[Records drawn from a dataset]
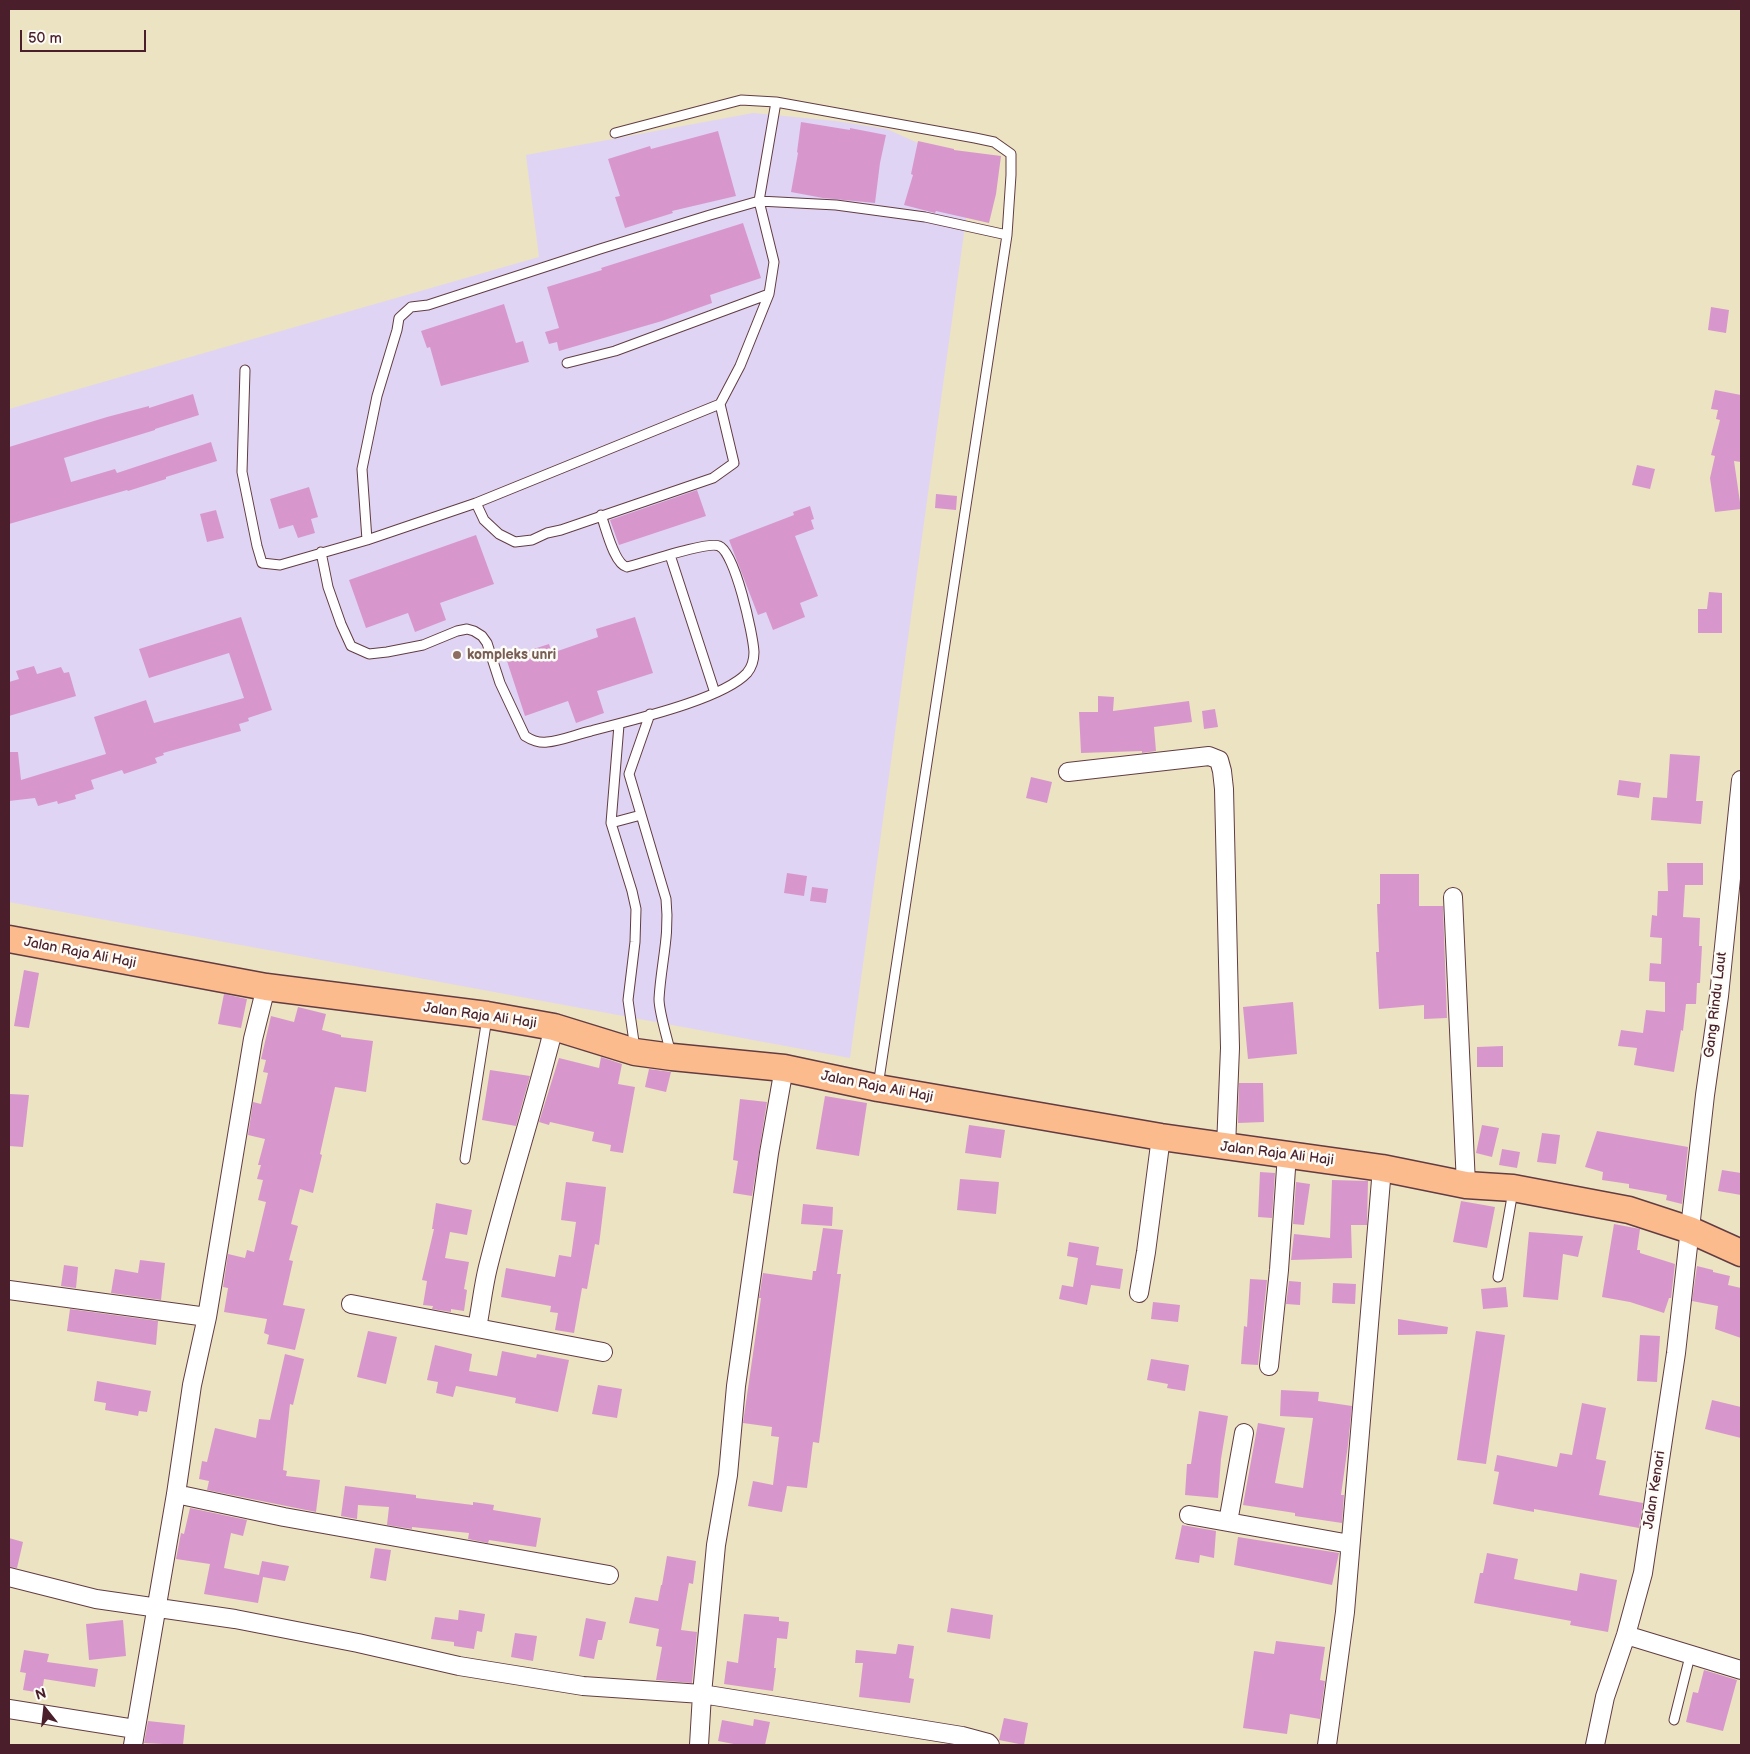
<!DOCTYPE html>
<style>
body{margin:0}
#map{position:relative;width:1750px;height:1754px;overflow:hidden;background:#ece3c2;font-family:"Balsamiq Sans",sans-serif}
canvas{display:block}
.frame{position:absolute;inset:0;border:10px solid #4a1f2b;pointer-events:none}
.north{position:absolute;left:20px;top:1684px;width:50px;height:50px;-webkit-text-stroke:4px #fdfcf7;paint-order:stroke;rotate:344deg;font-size:14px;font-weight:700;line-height:20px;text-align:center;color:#4a1f2b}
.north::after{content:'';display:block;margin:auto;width:18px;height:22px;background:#4a1f2b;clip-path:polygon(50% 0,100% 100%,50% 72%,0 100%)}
.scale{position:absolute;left:20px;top:30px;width:126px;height:22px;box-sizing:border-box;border:2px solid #4a1f2b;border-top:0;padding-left:6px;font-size:15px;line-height:18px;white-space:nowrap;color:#4a1f2b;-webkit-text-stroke:4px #fdfcf7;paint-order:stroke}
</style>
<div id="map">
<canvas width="1750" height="1754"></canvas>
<div class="frame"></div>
<div class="north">N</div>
<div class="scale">50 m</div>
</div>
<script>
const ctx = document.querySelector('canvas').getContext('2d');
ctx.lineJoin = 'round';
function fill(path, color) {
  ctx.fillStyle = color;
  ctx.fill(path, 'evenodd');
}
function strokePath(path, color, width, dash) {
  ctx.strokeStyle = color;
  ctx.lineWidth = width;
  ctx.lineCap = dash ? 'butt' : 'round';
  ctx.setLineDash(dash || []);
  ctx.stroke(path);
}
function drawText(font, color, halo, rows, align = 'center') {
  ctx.font = font + ' "Balsamiq Sans",sans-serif';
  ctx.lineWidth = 5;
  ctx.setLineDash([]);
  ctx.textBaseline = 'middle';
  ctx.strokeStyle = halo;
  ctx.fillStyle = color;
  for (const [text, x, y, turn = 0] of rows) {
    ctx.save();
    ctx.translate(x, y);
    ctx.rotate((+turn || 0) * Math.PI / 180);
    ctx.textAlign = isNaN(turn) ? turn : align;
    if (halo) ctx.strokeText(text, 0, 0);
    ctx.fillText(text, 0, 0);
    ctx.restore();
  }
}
const built = new Path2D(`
 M753,113L836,121L887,129L973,168L850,1058L9,902V409L539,257L526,155Z`);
const building = new Path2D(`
 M801,122L850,130V128L886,135L880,163L875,203L823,198L791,192L798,153L797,152Z
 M718,131L736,196L672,211L673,213L625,228L615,197L620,196L608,159L650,146L651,149Z
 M918,141L954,149V150L1001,156L996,194L989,223L936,211L935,213L904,205L913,175L911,174Z
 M743,223L761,278L710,295L712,303L662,321L559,351L557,342L549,344L545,332L559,328L547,287L602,270L601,268Z
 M504,304L516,343L523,341L529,362L441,386L430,347L427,348L421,331Z
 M1711,307L1729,310L1726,333L1708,330Z
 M1715,390L1741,395V462L1734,461L1741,509L1715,512L1710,478L1715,456L1711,455L1720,420L1716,419L1718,410L1711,409Z
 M193,394L199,415L155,429V430L64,458L71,482L115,469L117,473L211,442L217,461L166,477V479L128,491L127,490L9,524V447L107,417L149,406V408Z
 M1637,465L1655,469L1650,489L1632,485Z
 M309,487L318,517L311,519L315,533L298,538L293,525L279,529L270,499Z
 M697,490L706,516L619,545L610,520Z
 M936,494L957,496L956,510L935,508Z
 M810,506L814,519L811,520L814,529L795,536L818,596L800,603L805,617L773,630L766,612L758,615L729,540L794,515L793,512Z
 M216,510L224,538L207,542L200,514Z
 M476,535L494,584L440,603L446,620L415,632L408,613L366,628L349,580Z
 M1709,592L1722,593V633H1698V609H1707Z
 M241,617L272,710L248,718L249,721L239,724L241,731L163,753L164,755L155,758L157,763L124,774L122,770L91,780L94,789L75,795L76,799L58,804L57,801L38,806L35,798L9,801V752H18L21,780L106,754L94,717L146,700L154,723L244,698L229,653L149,678L139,649Z
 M635,617L653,673L597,691L604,713L576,723L568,701L525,716L506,658L549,644L552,653L598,637L596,629Z
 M34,666L37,674L61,667L64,673L69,672L76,696L9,716V682L19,679L16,671Z
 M1098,696L1114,697L1113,711L1189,701L1192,722L1154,727L1156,751L1142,753V751L1081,753L1079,712H1098Z
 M1215,709L1218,727L1204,729L1202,711Z
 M1670,754L1700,756L1696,801H1703L1701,824L1651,820L1653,797L1667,798Z
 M1031,777L1052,782L1047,803L1026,798Z
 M1619,780L1641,783L1639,798L1617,795Z
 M1667,863H1703V885H1685L1683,917L1700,918L1699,946H1702L1700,983H1697L1696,1004H1686L1683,1031L1681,1030L1674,1072L1634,1065L1637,1048L1618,1046L1621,1030L1643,1033L1646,1010L1665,1012V982L1649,981L1650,963L1661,964L1662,938L1650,937L1652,915L1657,916L1658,891H1668Z
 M787,873L807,876L804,896L784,893Z
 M1380,874H1419V906H1443L1447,1018L1424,1019V1005L1379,1009L1376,952H1379L1377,904H1380Z
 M812,887L828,889L826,903L810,901Z
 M24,970L39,973L29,1028L14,1026Z
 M224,994L247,999L241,1028L218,1024Z
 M1293,1002L1297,1054L1248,1059L1243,1007Z
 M298,1007L326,1014L322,1030L341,1035V1037L373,1041L366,1092L335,1087L320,1154L322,1155L313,1193L300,1189L291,1224L298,1226L289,1260L293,1261L283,1305L305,1309L295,1350L267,1344L269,1335L264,1333L267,1319L224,1312L228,1288L223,1287L228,1254L245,1258L247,1250L254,1252L266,1202L258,1200L263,1180L257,1179L261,1165H258L265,1139L248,1135L253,1102L261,1104L268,1073L263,1072L266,1060L261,1059L271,1016L294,1022Z
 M1503,1046V1067H1477V1047Z
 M601,1057L622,1064L618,1084L635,1087L623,1153L610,1151L611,1145L592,1141L594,1132L550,1122L549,1125L539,1122L559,1058L599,1068Z
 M649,1069L671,1072L666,1092L645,1087Z
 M490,1070L530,1076L516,1126L482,1120Z
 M1239,1083H1263L1264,1122L1238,1123Z
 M10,1094L29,1095L23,1147L9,1146Z
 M825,1096L867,1103L859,1156L816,1149Z
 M740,1099L767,1102L752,1196L733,1193L738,1161L733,1160Z
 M969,1125L1005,1130L1001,1158L965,1153Z
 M1482,1125L1499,1128L1492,1157L1476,1153Z
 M1597,1131L1688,1147L1682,1204L1666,1200L1667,1195L1629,1188V1184L1602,1180L1603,1172L1585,1167Z
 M1542,1133L1560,1135L1556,1164L1537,1162Z
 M1502,1149L1520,1152L1517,1168L1499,1165Z
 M1722,1170L1741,1173V1195L1718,1191Z
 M1260,1172L1275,1173L1272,1218L1258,1217Z
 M960,1179L999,1182L996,1214L957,1210Z
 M1332,1180L1368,1181L1367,1225H1351L1352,1258L1291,1260L1294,1234L1330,1238Z
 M566,1182L606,1187L599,1245L595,1244L587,1289L582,1288L574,1333L555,1330L558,1313L550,1312L551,1306L501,1297L506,1268L555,1277L559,1255L571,1257L576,1222L561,1220Z
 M1296,1182L1310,1184L1304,1225L1293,1224Z
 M1461,1201L1495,1207L1487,1248L1453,1242Z
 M436,1203L472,1210L467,1235L450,1232L445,1258L469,1262L464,1289L467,1290L464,1311L451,1309V1312L432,1309L433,1306L423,1305L427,1281L422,1280L434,1229H432Z
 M803,1204L833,1207L832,1226L801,1224Z
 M1614,1224L1640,1229L1637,1250H1640V1253L1675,1264L1671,1298H1669L1664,1313L1630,1302L1602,1297Z
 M823,1228L843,1230L837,1274H841L819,1443L813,1442L807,1488L787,1486L782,1512L748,1506L753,1481L773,1485L779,1437L771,1436L772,1427L743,1423L761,1298H759L763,1273L812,1280L813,1271H816Z
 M1529,1232L1583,1236L1578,1257L1563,1254L1558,1300L1523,1297Z
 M1069,1242L1099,1247L1096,1265L1123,1269L1120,1289L1091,1285L1087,1305L1059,1299L1062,1285L1073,1287L1078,1258L1067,1256Z
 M140,1260L165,1263L161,1300L111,1293L115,1269L138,1273Z
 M64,1265L78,1267L76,1288L61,1286Z
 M1697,1266L1713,1270V1272L1730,1276L1728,1285L1741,1288V1338L1715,1329L1718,1306L1692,1301Z
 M1250,1279L1267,1280L1258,1365L1241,1364L1244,1326L1247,1327Z
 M1289,1281L1301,1282L1300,1305L1286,1304Z
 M1333,1283L1356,1284L1355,1304L1332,1303Z
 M1506,1287L1508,1307L1483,1309L1481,1289Z
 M1153,1302L1180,1305L1178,1322L1151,1319Z
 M70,1309L158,1321L156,1345L67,1331Z
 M1398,1319L1448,1327L1447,1334L1398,1335Z
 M368,1331L397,1337L386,1384L357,1377Z
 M1476,1331L1505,1335L1486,1464L1457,1460Z
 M1640,1335L1660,1336L1657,1382L1637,1381Z
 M435,1345L472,1354L469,1371L497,1376L502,1351L536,1358L537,1354L569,1360L558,1412L515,1403L516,1398L456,1386L453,1397L436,1393L438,1382L427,1380Z
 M285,1354L304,1359L293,1405L290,1404L283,1470L287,1471L286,1476L320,1480L316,1512L207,1490L209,1481L199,1479L202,1461L207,1462L215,1428L256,1438L259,1419L270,1420Z
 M1151,1359L1189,1365L1185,1391L1167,1388L1168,1384L1147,1380Z
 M97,1381L151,1391L147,1412L139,1411L138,1416L105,1410L106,1403L94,1401Z
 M598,1385L622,1389L617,1418L592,1414Z
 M1281,1390L1319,1392L1318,1401L1352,1406L1348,1445L1341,1495H1344L1342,1523L1295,1516V1513L1243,1505L1258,1423L1285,1428L1275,1483L1303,1488L1313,1418L1280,1416Z
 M1712,1400L1741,1407V1438L1705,1429Z
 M1582,1403L1606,1408L1596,1459L1606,1461L1599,1495L1643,1503L1639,1528L1534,1509V1512L1493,1504L1499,1472L1494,1471L1497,1455L1557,1467L1560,1453L1572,1455Z
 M1199,1411L1228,1416L1221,1459L1218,1498L1185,1495L1187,1464H1191Z
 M345,1486L416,1495V1498L473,1505V1502L494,1505L493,1510L541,1518L536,1547L489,1540L488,1543L468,1539L469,1533L412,1527V1529L387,1525L389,1507L358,1505L357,1519L341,1516Z
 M190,1508L247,1520L243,1536L231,1533L224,1568L259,1575L262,1561L289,1566L285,1581L263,1577L258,1603L204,1594L210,1564L176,1559L181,1533L184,1534Z
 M1182,1525L1216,1531L1214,1558L1200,1555L1199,1563L1175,1559Z
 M1238,1537L1339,1553L1332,1585L1234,1565Z
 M9,1538L23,1542L17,1568L9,1567Z
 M375,1548L391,1550L386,1581L370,1578Z
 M1487,1553L1518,1559L1514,1579L1577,1591L1580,1573L1617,1580L1608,1632L1570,1625L1571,1621L1474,1603L1480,1573H1483Z
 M667,1556L696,1561L693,1584L689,1583L681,1630L697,1632L692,1683L656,1680L662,1647L656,1646L659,1629L629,1623L635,1597L658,1601L661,1585H662Z
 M951,1608L993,1615L990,1639L947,1632Z
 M459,1610L485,1614L482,1632L477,1631L474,1649L454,1646V1642L431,1639L435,1617L458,1620Z
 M744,1614L779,1617V1621L789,1622L787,1639L777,1638L774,1668H776L773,1691L724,1684L727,1661L738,1663Z
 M586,1618L606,1622L602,1640H598L594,1659L579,1656Z
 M123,1620L126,1656L89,1660L86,1624Z
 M515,1633L537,1636L533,1661L511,1657Z
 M1276,1641L1325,1647L1320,1680L1325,1681L1320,1719L1290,1714L1287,1734L1243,1728L1254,1651L1274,1654Z
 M898,1644L914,1646L909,1678L914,1679L910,1703L859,1697L863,1663H855L856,1650L896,1654Z
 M24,1650L49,1654L47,1662L98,1669L95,1687L44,1679L42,1693L23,1690L26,1673L20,1672Z
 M1704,1670L1737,1680L1723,1731L1686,1722L1693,1692L1698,1693Z
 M1004,1718L1028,1723L1024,1745L999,1740Z
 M754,1719L770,1722L765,1745H739L718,1741L722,1720L753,1726Z
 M148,1721L185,1725L183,1745L144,1743Z`);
const lane = new Path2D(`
 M615,133L741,100L776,102L975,138L994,142L1011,154V175L1007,235L878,1086
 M567,363L615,351L769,294
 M245,370L242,472L257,546L262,563L280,565L367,540L476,503L484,520L499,534L515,542L532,540L547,533L561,530L713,478L734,463L720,404L740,366L769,294L774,262L759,201L776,102
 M476,503L720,404
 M367,540L362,469L377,396L397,330L399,318L411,307L428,305L600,249L710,215L759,201L836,205L925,217L1007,235
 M321,552L328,587L341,624L351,646L369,654L387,652L423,645L457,631L467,629L474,631L482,636L487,643L500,683L525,736C531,740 540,743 547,742C561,741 577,734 591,731C628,721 722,700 747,673C752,667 754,660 754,652C753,634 735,552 719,546C708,541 643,563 627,567C614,564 606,528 601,515
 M670,555L715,693
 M650,714L629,774L666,899C670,936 661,963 659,999C659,1013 668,1040 671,1055
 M619,725L611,823L632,891L636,909L635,942L628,1000L635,1049
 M611,823L641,815
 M465,1159L487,1018
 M1498,1277L1513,1191
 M1674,1720L1690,1656`);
const street = new Path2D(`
 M1068,772L1209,756L1219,760L1222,771L1224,789L1230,1048L1226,1147
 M1453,897L1466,1185
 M9,1290L207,1317
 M1139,1293L1146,1252L1161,1137
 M351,1304L603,1352
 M477,1328C481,1308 483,1287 488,1267C508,1186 534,1107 554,1027
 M1269,1366L1279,1270L1287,1154
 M176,1494L284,1517L609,1575
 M1189,1515L1350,1544
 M1228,1522L1244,1433
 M9,1577L96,1599L235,1619L358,1643L459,1666L583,1686L702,1694L962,1736L988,1743L990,1745
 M1626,1635L1741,1670
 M9,1709L135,1729
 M133,1745L176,1494L192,1385L207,1317L253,1039L266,987
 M699,1745L702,1694L716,1545L728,1475L736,1386L769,1153L784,1068
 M1327,1745L1345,1612L1382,1168
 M1595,1745L1605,1697L1626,1635L1643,1573L1676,1353L1705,1095L1719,996L1741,780`);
const primary = new Path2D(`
 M9,939L266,987L487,1015L554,1027L635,1052L672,1057L784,1068L878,1088L1161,1137L1382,1168L1466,1185L1513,1188L1629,1210L1690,1230L1741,1253`);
const markers = [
 [457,655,5,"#8d6e63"]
];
const educationNames = [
 ["kompleks unri",467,655]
];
const streetNames = [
 ["Jalan Raja Ali Haji",80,953,11],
 ["Gang Rindu Laut",1716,1005,-83],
 ["Jalan Raja Ali Haji",480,1016,8],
 ["Jalan Raja Ali Haji",877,1087,11],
 ["Jalan Raja Ali Haji",1277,1154,7],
 ["Jalan Kenari",1655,1490,-81]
];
fill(built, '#e0d4f4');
fill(building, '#d897cc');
strokePath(lane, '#623c42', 11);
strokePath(street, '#623c42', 20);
strokePath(primary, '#623c42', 29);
strokePath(lane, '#fff', 9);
strokePath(street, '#fff', 18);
strokePath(primary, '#fbbb8d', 26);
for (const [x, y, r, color] of markers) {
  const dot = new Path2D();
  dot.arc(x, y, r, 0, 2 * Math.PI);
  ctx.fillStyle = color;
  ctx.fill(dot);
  strokePath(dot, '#fdfcf7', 2);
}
drawText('bold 14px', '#785e54', '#fdfcf7', educationNames, 'left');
drawText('14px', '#4a1f2b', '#fdfcf7', streetNames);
</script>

[What you need to do]
Set apart and copy each line of the records that holds the word "function".

[Answer section]
function fill(path, color) {
function strokePath(path, color, width, dash) {
function drawText(font, color, halo, rows, align = 'center') {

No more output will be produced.